**Task inputs**
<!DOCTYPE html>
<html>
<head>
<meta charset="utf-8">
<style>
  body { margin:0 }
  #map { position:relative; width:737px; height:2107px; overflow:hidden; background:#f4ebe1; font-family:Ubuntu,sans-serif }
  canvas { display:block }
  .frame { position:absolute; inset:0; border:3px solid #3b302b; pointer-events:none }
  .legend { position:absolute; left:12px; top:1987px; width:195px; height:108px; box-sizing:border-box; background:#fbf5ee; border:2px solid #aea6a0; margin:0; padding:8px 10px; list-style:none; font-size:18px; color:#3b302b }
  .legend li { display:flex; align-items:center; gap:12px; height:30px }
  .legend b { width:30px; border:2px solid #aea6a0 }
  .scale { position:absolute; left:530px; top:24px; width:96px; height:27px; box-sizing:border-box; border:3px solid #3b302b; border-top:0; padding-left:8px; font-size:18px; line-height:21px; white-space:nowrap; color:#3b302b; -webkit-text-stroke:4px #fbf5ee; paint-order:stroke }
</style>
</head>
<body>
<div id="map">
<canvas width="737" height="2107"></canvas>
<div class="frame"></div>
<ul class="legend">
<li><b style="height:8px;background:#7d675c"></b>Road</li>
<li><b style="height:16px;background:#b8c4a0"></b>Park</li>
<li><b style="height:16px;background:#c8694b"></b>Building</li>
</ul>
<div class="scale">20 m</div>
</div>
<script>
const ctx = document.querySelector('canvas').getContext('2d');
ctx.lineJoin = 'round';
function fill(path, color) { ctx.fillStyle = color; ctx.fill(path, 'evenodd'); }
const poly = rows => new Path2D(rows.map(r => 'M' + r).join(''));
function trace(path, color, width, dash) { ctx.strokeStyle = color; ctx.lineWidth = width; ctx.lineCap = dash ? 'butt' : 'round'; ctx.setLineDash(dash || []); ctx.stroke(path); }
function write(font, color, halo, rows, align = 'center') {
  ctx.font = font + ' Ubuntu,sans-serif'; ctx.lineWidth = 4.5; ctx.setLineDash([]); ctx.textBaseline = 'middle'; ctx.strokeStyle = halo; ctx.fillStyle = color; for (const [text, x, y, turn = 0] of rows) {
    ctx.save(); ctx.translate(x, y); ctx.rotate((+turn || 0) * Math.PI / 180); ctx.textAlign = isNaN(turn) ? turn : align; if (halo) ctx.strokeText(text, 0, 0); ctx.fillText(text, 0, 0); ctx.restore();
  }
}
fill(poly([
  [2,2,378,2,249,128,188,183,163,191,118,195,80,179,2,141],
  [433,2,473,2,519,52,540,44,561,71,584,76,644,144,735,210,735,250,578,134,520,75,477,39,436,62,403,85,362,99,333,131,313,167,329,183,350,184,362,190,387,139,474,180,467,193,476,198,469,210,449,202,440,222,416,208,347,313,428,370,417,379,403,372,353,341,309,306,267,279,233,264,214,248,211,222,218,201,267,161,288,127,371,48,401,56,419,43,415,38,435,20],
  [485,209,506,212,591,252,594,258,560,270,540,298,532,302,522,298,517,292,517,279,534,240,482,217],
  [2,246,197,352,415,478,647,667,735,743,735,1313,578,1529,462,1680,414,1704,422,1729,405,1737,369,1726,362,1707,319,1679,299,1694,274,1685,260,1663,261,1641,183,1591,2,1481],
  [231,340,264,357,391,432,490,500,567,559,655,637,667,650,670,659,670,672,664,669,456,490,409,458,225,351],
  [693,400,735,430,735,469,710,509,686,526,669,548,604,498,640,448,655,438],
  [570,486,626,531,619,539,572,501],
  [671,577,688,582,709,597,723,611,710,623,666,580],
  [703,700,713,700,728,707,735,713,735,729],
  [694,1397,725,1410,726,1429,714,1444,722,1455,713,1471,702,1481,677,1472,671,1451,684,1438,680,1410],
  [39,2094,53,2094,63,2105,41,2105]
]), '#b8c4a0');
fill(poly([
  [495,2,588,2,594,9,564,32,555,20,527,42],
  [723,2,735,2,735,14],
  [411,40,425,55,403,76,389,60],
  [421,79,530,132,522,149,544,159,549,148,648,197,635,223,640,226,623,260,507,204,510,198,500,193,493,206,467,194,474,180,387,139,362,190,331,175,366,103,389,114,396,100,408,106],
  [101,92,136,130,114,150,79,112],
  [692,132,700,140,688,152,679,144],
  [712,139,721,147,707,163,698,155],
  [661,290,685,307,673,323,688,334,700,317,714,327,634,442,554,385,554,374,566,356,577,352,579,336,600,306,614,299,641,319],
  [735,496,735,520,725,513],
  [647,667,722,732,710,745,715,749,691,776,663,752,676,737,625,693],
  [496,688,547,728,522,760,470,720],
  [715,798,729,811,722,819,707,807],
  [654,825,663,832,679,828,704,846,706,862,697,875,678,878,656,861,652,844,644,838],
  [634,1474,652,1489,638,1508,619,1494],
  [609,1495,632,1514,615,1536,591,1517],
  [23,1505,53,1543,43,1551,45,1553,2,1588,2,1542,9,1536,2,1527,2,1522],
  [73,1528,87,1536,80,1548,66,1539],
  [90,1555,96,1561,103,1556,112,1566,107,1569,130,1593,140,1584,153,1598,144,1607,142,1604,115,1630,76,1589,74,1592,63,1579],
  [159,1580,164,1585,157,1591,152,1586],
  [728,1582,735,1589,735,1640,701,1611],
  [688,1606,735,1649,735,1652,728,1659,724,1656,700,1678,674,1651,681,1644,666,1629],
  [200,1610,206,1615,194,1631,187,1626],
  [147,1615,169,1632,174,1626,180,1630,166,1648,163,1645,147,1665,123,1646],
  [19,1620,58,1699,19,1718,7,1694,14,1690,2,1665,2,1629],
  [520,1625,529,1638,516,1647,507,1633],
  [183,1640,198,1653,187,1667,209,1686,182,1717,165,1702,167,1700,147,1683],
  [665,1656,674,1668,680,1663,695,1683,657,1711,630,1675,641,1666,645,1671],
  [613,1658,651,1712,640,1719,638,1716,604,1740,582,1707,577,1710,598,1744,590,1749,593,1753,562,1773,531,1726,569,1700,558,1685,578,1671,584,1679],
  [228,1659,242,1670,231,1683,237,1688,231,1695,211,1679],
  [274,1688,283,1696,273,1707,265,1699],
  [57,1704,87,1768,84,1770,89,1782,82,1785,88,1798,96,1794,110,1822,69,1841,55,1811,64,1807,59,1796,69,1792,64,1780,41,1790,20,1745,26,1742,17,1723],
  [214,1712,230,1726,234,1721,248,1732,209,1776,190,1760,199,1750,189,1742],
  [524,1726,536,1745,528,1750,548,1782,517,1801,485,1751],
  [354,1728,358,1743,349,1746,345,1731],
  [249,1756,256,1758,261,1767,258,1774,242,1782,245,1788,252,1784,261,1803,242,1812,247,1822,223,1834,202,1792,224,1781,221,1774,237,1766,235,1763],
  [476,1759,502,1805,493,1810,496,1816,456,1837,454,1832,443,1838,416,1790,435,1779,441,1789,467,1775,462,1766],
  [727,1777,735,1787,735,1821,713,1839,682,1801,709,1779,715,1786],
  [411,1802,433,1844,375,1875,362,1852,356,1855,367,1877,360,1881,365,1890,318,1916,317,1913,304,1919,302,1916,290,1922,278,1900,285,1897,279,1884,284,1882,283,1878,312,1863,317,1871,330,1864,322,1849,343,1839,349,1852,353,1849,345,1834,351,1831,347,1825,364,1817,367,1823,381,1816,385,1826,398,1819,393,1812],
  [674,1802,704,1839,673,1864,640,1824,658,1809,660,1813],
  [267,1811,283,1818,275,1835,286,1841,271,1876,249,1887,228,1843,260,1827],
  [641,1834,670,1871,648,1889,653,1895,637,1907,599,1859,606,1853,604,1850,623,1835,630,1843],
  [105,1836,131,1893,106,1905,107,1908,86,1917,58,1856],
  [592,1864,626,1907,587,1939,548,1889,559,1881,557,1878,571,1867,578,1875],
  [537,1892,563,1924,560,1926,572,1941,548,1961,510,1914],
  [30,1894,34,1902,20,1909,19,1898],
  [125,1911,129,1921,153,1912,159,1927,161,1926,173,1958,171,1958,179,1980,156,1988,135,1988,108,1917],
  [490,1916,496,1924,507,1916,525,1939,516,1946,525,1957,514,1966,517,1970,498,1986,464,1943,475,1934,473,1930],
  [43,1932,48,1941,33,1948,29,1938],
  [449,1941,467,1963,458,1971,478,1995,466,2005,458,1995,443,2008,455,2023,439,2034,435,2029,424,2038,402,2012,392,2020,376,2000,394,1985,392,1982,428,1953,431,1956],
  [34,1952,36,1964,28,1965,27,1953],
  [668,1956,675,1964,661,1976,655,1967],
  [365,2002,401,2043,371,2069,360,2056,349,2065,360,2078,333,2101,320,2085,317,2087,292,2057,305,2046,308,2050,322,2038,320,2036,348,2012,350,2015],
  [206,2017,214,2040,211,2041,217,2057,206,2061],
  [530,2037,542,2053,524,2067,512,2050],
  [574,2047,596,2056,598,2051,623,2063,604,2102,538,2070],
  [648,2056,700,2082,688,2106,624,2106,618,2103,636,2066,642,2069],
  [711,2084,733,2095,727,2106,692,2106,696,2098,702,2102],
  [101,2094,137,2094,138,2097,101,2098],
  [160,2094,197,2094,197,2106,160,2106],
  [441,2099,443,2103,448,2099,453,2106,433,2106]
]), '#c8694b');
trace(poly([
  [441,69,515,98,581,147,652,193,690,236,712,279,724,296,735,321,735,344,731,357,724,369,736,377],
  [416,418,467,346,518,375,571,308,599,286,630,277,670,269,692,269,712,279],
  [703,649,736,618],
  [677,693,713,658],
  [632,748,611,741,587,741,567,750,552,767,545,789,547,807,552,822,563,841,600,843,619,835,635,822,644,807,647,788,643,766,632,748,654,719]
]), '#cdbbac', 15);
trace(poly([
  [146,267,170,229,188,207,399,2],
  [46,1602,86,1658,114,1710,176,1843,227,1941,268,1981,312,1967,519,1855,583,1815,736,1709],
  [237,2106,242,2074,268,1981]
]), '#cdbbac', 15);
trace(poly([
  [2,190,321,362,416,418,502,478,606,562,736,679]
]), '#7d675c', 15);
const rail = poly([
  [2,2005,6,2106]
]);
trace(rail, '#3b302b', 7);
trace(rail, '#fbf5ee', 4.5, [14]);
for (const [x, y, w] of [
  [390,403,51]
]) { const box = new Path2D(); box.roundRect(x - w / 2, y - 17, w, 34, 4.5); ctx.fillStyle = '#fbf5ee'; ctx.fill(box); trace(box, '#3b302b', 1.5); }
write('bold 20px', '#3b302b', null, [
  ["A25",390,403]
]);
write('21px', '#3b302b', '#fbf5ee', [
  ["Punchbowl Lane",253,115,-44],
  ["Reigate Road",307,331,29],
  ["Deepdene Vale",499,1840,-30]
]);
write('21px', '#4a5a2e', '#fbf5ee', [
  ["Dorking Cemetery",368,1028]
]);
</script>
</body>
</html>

**Try it**
Beginning with the top line of the data above, output every line exactly until the one that contains "display:flex; align-items:center; gap:12px;", and include that one too.

**Output below**
<!DOCTYPE html>
<html>
<head>
<meta charset="utf-8">
<style>
  body { margin:0 }
  #map { position:relative; width:737px; height:2107px; overflow:hidden; background:#f4ebe1; font-family:Ubuntu,sans-serif }
  canvas { display:block }
  .frame { position:absolute; inset:0; border:3px solid #3b302b; pointer-events:none }
  .legend { position:absolute; left:12px; top:1987px; width:195px; height:108px; box-sizing:border-box; background:#fbf5ee; border:2px solid #aea6a0; margin:0; padding:8px 10px; list-style:none; font-size:18px; color:#3b302b }
  .legend li { display:flex; align-items:center; gap:12px; height:30px }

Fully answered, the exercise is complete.